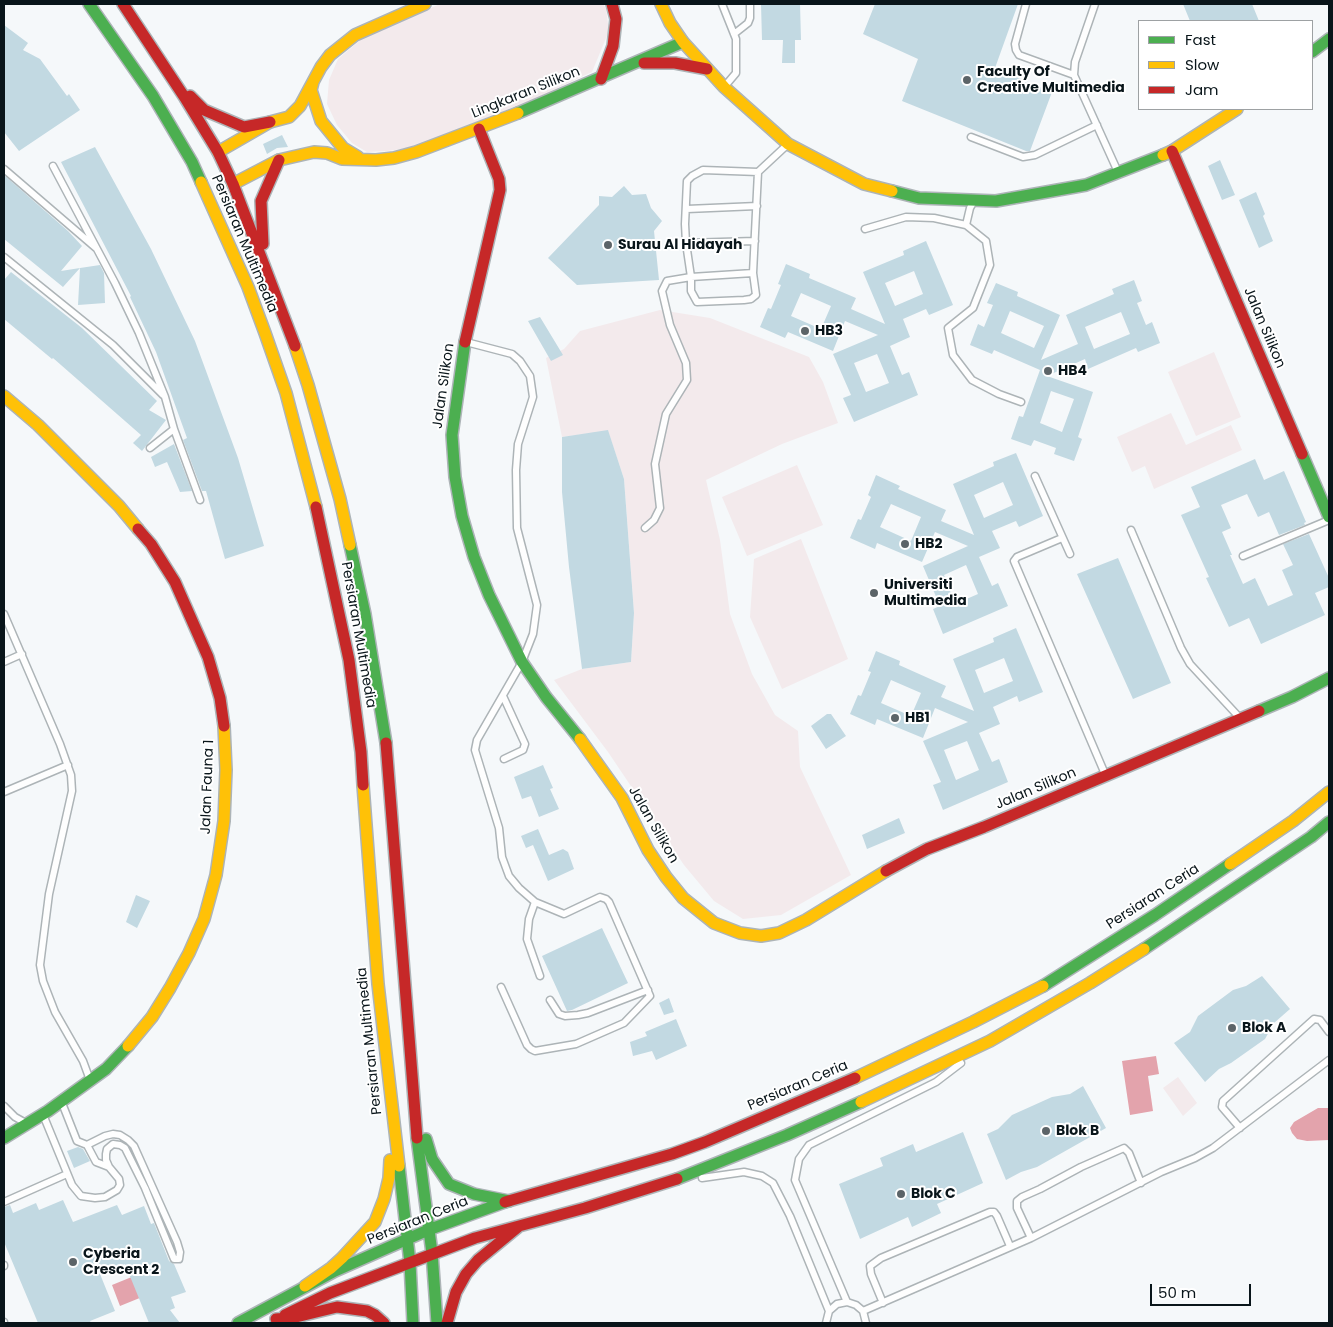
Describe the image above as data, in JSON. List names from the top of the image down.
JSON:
{
  "streets": {
    "street": [
      "Lingkaran Silikon",
      "Persiaran Multimedia",
      "Jalan Silikon",
      "Jalan Fauna 1",
      "Persiaran Ceria"
    ]
  },
  "crossings": [
    ["Lingkaran Silikon", "Persiaran Multimedia"],
    ["Lingkaran Silikon", "Jalan Silikon"],
    ["Persiaran Multimedia", "Persiaran Ceria"]
  ],
  "places": [
    "Faculty Of Creative Multimedia",
    "Surau Al Hidayah",
    "HB3",
    "HB4",
    "HB2",
    "Universiti Multimedia",
    "HB1",
    "Blok A",
    "Blok B",
    "Blok C",
    "Cyberia Crescent 2"
  ],
  "legend": ["Fast", "Slow", "Jam"],
  "scale_bar": "50 m"
}
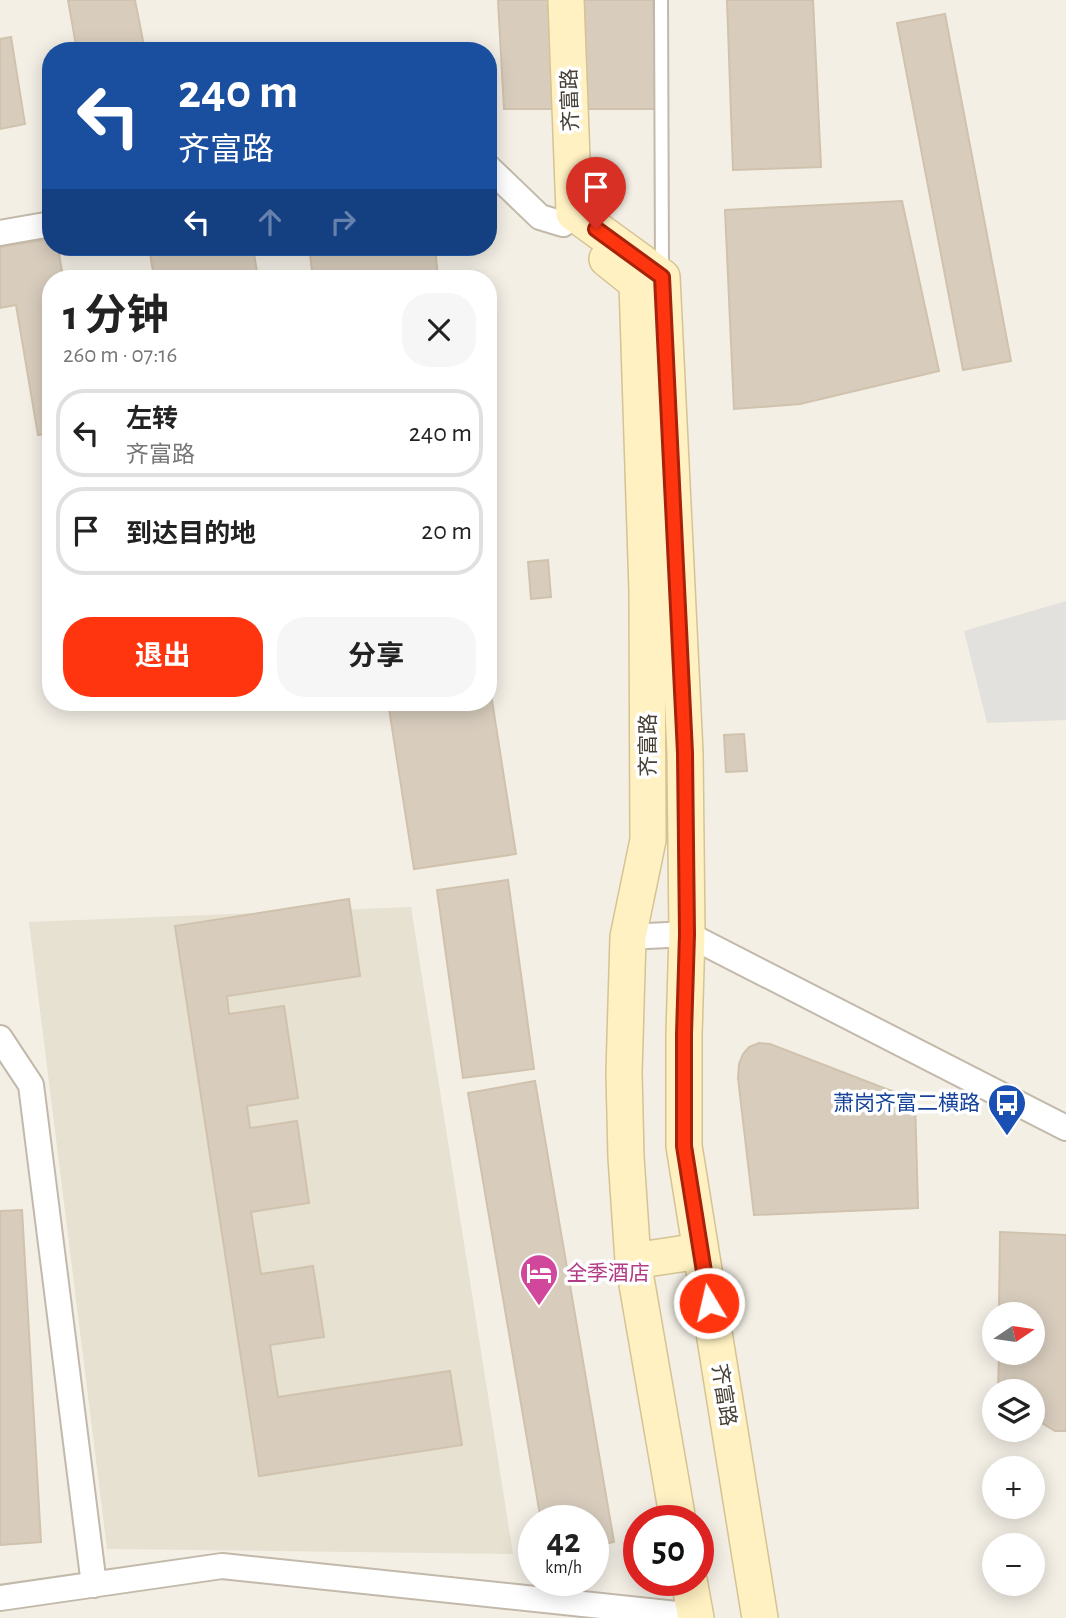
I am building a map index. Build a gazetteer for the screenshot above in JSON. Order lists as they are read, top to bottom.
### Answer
{
  "streets": {
    "main road": ["齐富路"]
  },
  "places": {
    "bus stop": ["萧岗齐富二横路"],
    "hotel": ["全季酒店"]
  },
  "north": "right",
  "page": {
    "turn": ["240 m", "齐富路"],
    "heading": ["1 分钟", "260 m · 07:16"],
    "list": [
      {
        "name": "左转",
        "note": "齐富路",
        "value": "240 m"
      },
      {
        "name": "到达目的地",
        "value": "20 m"
      }
    ],
    "buttons": ["退出", "分享"],
    "map_buttons": ["+", "−"],
    "speed": "42 km/h",
    "limit": "50"
  }
}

**Your task**. Go through the records and count the lines that include the string "above"; state that number alone.

**Answer space**. 2